Le teriparatide (vendu sous le nom Forteo) est un traitement approuvé de l’ostéoporose post-ménopausique. C’est le seul traitement à accroitre la formation osseuse. Toutes les autres thérapies ne font que ralentir la perte osseuse. Le teriparatide est la forme synthétique d’une hormone parathyroïdienne naturelle qui régule le métabolisme du calcium et du phosphate dans les os. Le teriparatide est auto-administré sous forme d’injection sous-cutanée journalière pendant maximum 2 ans.

Une étude publiée dans le New England Journal of Medicine révèle que le traitement de l’ostéoporose post-ménopausique avec du teriparatide réduit le risque de fractures vertébrales et non vertébrales. Une autre étude publiée dans le même journal suggère qu’il vaut mieux combiner une thérapie de teriparatide avec une thérapie de bisphosphonates afin de maintenir la croissance de masse osseuse. Les effets secondaires rapportés de ce traitement incluent de l’hypotension orthostatique (une forme d’hypotension qui survient lorsque vous vous levez d’une position assise ou couchée), de l’hypercalcémie transitoire (des niveaux élevés de calcium dans le sang), des nausées, de l’arthralgie (douleurs articulaires) et des crampes aux jambes.

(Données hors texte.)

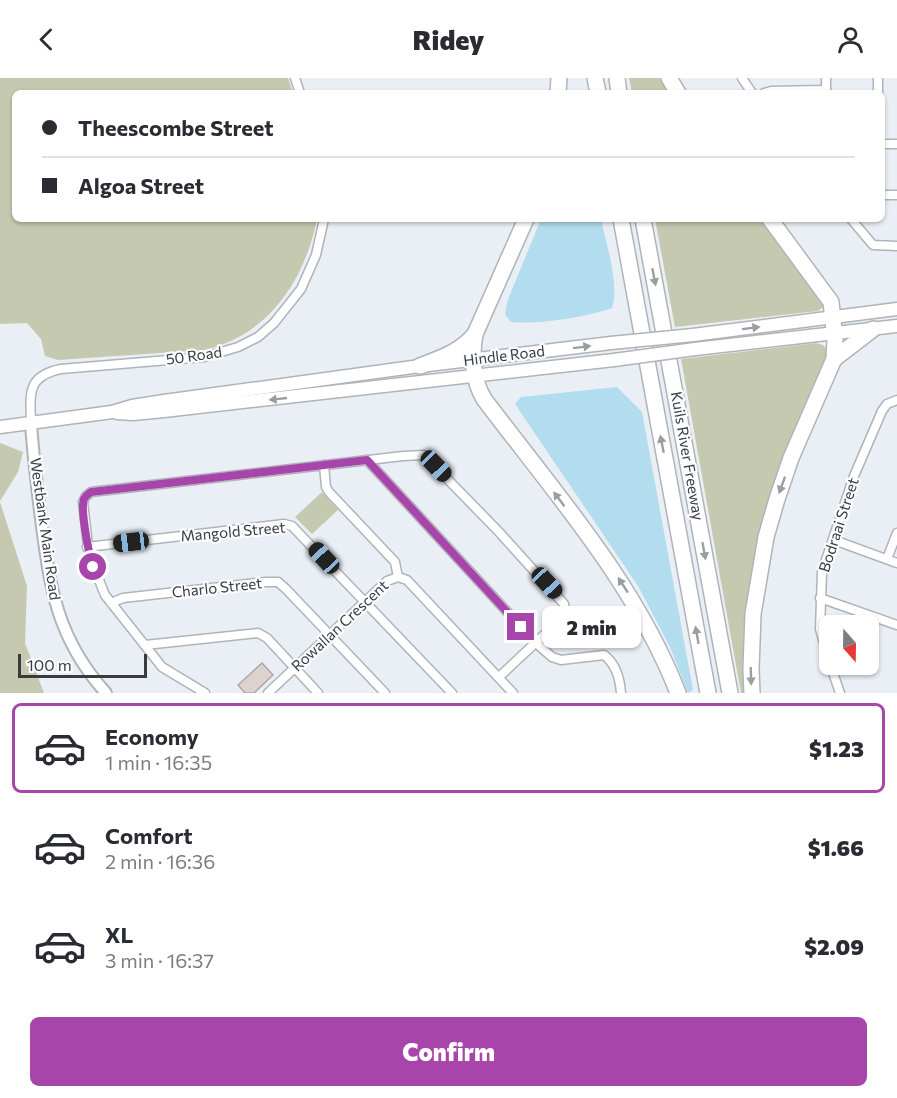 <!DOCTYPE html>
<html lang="en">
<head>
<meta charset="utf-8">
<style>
  :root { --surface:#fff; --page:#f2f2f3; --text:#2b2b33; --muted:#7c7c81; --line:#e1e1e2; --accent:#a845ab }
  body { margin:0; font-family:Commissioner,sans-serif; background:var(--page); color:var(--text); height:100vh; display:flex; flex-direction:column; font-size:22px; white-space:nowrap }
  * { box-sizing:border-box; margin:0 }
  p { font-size:20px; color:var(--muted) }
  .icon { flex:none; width:33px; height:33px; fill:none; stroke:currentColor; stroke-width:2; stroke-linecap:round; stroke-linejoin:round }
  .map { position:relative; height:615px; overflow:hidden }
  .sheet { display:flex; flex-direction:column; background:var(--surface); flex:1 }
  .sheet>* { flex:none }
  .top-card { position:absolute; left:12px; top:12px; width:873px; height:132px; border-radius:9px; box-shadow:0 2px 4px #0004; display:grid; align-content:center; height:132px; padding:0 30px; background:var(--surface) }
  .needle { width:39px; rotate:160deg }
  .tools { position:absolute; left:819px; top:537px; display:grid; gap:12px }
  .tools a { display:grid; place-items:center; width:60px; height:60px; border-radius:9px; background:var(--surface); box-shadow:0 2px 4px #0004; font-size:30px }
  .scale { position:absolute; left:18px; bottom:15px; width:129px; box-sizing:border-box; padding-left:6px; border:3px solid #393b3e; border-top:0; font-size:16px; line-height:21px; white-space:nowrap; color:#393b3e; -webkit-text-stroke:4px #fafcff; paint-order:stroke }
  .end { position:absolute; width:27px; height:27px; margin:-14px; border:8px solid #a845ab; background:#fff; box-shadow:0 0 0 3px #fff }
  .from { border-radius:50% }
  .bubble { position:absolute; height:42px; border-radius:9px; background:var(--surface); box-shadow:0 2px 4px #0004; font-size:20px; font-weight:800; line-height:42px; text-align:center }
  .car { position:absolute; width:18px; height:36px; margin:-18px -9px; border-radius:8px; box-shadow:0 0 4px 2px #0007; background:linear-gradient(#222 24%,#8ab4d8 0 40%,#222 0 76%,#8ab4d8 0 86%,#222 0) }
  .top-card b { display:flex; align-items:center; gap:21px; height:57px; font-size:22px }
  .top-card b+b { border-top:2px solid var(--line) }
  .top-card i { width:15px; height:15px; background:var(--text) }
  ul { padding:10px 0 0; list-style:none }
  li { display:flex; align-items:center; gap:18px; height:90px; margin:0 12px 9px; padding:0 18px; border:3px solid transparent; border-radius:9px }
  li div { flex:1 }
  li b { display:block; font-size:22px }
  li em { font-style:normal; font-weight:800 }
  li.on { border-color:var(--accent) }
  li>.icon { width:54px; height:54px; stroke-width:1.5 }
  .primary-button { display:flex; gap:12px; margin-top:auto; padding:12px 30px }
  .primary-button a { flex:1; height:69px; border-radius:9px; background:var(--accent); color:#fff; font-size:24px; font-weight:800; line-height:69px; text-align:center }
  header { display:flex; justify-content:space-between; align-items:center; height:78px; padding:0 30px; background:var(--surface); font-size:27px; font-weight:800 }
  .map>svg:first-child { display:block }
  .green { fill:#c5c9b0 }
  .water { fill:#b1ddef }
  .building { fill:#dcd3cf; stroke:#afa7a3; stroke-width:1.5 }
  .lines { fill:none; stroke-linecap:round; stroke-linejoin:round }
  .minor-casing { stroke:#afb4ba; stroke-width:11 }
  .tertiary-casing { stroke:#afb4ba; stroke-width:14 }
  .secondary-casing { stroke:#afb4ba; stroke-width:15 }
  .motorway-casing { stroke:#afb4ba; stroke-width:18 }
  .minor { stroke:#fff; stroke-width:8 }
  .tertiary { stroke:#fff; stroke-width:10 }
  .secondary { stroke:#fff; stroke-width:12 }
  .motorway { stroke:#fff; stroke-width:15 }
  .secondary-bridge-casing { stroke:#afb4ba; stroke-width:15; stroke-linecap:butt }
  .secondary-bridge { stroke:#fff; stroke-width:12 }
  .oneway { fill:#9c9d9e }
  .route { stroke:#a845ab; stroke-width:8 }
  .labels { text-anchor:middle; stroke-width:4.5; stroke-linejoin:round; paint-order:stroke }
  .street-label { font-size:15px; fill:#393b3e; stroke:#fafcff }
</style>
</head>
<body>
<header><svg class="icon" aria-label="back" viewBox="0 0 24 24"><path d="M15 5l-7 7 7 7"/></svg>Ridey<svg class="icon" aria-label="person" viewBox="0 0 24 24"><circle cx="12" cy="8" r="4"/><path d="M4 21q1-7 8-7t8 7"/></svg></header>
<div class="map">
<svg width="897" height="615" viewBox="0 0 897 615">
  <rect width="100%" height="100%" fill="#eaeff6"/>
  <g class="green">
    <path d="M0,0H288L293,15H15V141H317C305,202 268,258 204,272L58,282L45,278L41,261L27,245L0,246Z"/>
    <polygon points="629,0 661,0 669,15 632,15"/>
    <polygon points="655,141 761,141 822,222 823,229 818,233 675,249"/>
    <polygon points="816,265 823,267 827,272 826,283 802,335 781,389 747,615 741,615 681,281"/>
    <polygon points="0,365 23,374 18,394 0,423"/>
    <polygon points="322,414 338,432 312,456 295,439"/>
    <polygon points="0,424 27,508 25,565 44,615 0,615"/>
  </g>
  <g class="water">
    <path d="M541,141H601C606,167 620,206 612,230C587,239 536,247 511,244L505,237L507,224Z"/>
    <polygon points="617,309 642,334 693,612 688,615 670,569 638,508 515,326 521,319"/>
  </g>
  <polygon class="building" points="262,585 273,597 254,615 245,615 238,607"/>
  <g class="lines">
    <g class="minor-casing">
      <g id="minor">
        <polyline points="295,0 300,15"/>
        <polyline points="742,0 752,15"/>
        <polyline points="826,0 826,15"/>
        <polyline points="878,0 878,15"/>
        <polyline points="764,15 771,13 826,12"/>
        <polyline points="882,66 897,66"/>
        <polyline points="882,117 897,117"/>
        <polyline points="851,141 873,167 897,168"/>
        <path d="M31,345C30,315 27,298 61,291L204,279L238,269L258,259L274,245L301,211L316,177L324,141"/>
        <path d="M367,382L536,565L552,579L561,582L604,577C616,586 620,601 621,615"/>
        <polyline points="324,387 326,409 329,414 395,484 398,499"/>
        <polyline points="834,462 897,485"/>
        <polyline points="87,469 284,446 292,448 452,615"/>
        <polyline points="887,481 897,455"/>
        <polyline points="820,520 897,547"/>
        <polyline points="111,525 123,520 266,504 278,504 286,511 385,615"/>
        <polyline points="145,567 258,555 267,560 318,615"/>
        <polyline points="830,585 820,551 822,494 854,398 882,333 887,326 897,322"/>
        <polyline points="830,586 840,615"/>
        <polyline points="205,615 162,589 105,517 89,477 83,424 86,418 91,414 403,378 424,377 499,454 564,526 565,532 562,540 499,599"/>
        <polyline points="268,615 387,503 398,499 407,502 513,615"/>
      </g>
    </g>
    <g class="tertiary-casing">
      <path id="tertiary" d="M31,345C33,377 37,409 41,441C50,510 57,561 106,615"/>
    </g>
    <g class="secondary-casing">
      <g id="secondary">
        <polyline points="693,257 897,231"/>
        <polyline points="695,271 897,248"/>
        <polyline points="117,335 133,336 164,333 614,282"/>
        <polyline points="0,349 112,334 132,328 164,323 420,288 611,265"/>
      </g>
    </g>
    <g class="motorway-casing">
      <g id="motorway">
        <polyline points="595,0 598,15"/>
        <polyline points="617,0 619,15"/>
        <polyline points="669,0 678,15"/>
        <polyline points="558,15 559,0"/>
        <path d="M526,141L475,256C471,277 473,303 484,321C554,414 636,506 678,615"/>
        <polyline points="621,141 708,615"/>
        <polyline points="643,141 730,615"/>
        <polyline points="834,281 873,251"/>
        <path d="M420,288C441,280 460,274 475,256"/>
        <polyline points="752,615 751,591 753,536 766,459 777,421 791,380 834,281 835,262 831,224 770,141"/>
      </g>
    </g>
    <use href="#minor" class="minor"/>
    <use href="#tertiary" class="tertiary"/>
    <use href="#secondary" class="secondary"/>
    <use href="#motorway" class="motorway"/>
    <g class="secondary-bridge-casing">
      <g id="secondary-bridge">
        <polyline points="611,265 693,257"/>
        <polyline points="614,282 695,271"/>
      </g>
    </g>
    <use href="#secondary-bridge" class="secondary-bridge"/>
  </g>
  <defs><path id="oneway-solid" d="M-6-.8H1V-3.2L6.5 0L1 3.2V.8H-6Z" transform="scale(1.5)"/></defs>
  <g class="oneway">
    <use href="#oneway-solid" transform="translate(654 199) rotate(79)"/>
    <use href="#oneway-solid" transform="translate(751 250) rotate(-7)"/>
    <use href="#oneway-solid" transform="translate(582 269) rotate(-7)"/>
    <use href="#oneway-solid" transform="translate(278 321) rotate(174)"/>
    <use href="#oneway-solid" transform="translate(662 366) rotate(-101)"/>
    <use href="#oneway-solid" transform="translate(782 407) rotate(110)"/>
    <use href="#oneway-solid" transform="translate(559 421) rotate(-127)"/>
    <use href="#oneway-solid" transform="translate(704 473) rotate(80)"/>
    <use href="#oneway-solid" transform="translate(623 507) rotate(-123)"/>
    <use href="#oneway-solid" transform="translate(697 557) rotate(-100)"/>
    <use href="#oneway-solid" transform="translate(751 598) rotate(88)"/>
  </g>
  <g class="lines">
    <path class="route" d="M93,489C89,477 80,431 84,421C86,417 88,416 91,414L367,382L521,549"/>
  </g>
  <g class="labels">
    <g class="street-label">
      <text transform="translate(194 278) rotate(-8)" y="5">50 Road</text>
      <text transform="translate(504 278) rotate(-7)" y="5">Hindle Road</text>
      <text transform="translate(687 378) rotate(80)" y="5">Kuils River Freeway</text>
      <text transform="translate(839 447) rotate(-72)" y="5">Bodraai Street</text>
      <text transform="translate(45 451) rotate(82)" y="5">Westbank Main Road</text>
      <text transform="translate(233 454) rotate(-5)" y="5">Mangold Street</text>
      <text transform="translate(217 510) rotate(-6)" y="5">Charlo Street</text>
      <text transform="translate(340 548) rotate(-43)" y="5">Rowallan Crescent</text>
    </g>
  </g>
</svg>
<div class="tools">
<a><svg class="needle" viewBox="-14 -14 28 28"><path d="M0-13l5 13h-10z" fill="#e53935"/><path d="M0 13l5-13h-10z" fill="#7c7c81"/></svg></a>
</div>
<div class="scale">100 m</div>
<i class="end from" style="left:93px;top:489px"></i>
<i class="end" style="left:521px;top:549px"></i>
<div class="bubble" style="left:542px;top:528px;width:99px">2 min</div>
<i class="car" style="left:436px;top:388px;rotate:136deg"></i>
<i class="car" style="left:131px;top:464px;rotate:263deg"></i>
<i class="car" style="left:324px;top:480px;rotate:317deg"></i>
<i class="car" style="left:547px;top:505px;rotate:137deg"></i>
<div class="top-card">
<b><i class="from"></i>Theescombe Street</b>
<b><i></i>Algoa Street</b>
</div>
</div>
<section class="sheet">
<ul>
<li class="on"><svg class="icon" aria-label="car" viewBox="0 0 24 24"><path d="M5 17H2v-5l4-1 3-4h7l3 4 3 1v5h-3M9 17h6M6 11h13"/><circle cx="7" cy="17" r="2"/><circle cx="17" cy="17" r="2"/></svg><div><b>Economy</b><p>1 min · 16:35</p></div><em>$1.23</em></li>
<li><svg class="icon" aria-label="car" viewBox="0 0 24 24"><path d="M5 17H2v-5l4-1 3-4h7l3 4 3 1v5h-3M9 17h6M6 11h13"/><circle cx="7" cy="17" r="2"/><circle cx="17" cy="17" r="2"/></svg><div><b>Comfort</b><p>2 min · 16:36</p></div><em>$1.66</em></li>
<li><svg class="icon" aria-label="car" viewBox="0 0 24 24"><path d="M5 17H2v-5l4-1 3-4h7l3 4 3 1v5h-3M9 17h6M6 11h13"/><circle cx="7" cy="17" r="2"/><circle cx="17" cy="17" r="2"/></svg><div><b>XL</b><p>3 min · 16:37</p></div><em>$2.09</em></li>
</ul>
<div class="primary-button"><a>Confirm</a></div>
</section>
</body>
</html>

10. Traitement hormonal de substitution

Le traitement hormonal de substitution est utilisé pour traiter les symptômes de la ménopause (carence en œstrogènes) comme les bouffées de chaleur, les suées nocturnes, l’anxiété, l’irritabilité, et la sécheresse vaginale, qui peut mener à une dyspareunie, ou des relations sexuelles douloureuses. Chez les femmes ayant un utérus intact, les médecins prescrivent souvent une combinaison d’hormones progestérone et œstrogène. Cette combinaison réduit le risque pour les femmes de développer un cancer de l’endomètre, un cancer qui touche les parois de l’utérus.

La perte osseuse survient le plus rapidement durant et après la ménopause, en réponse à l’arrêt de la production d’œstrogène par les ovaires de la femme. Le traitement hormonal de substitution stoppe la perte osseuse pour empêcher le développement de l’ostéoporose. La Women’ s Health Initiative (WHI) confirme que les œstrogènes, avec ou sans la progestérone, réduisent légèrement le risque de fracture des hanches et de la colonne vertébrale. Mais cet avantage ne surpasse pas le risque accru d’AVC, de caillots sanguins veineux, de maladie coronarienne et de cancer du sein. Il est recommandé d’utiliser le dosage efficace le plus faible pour la durée la plus courte, pas plus longue que 5 ans.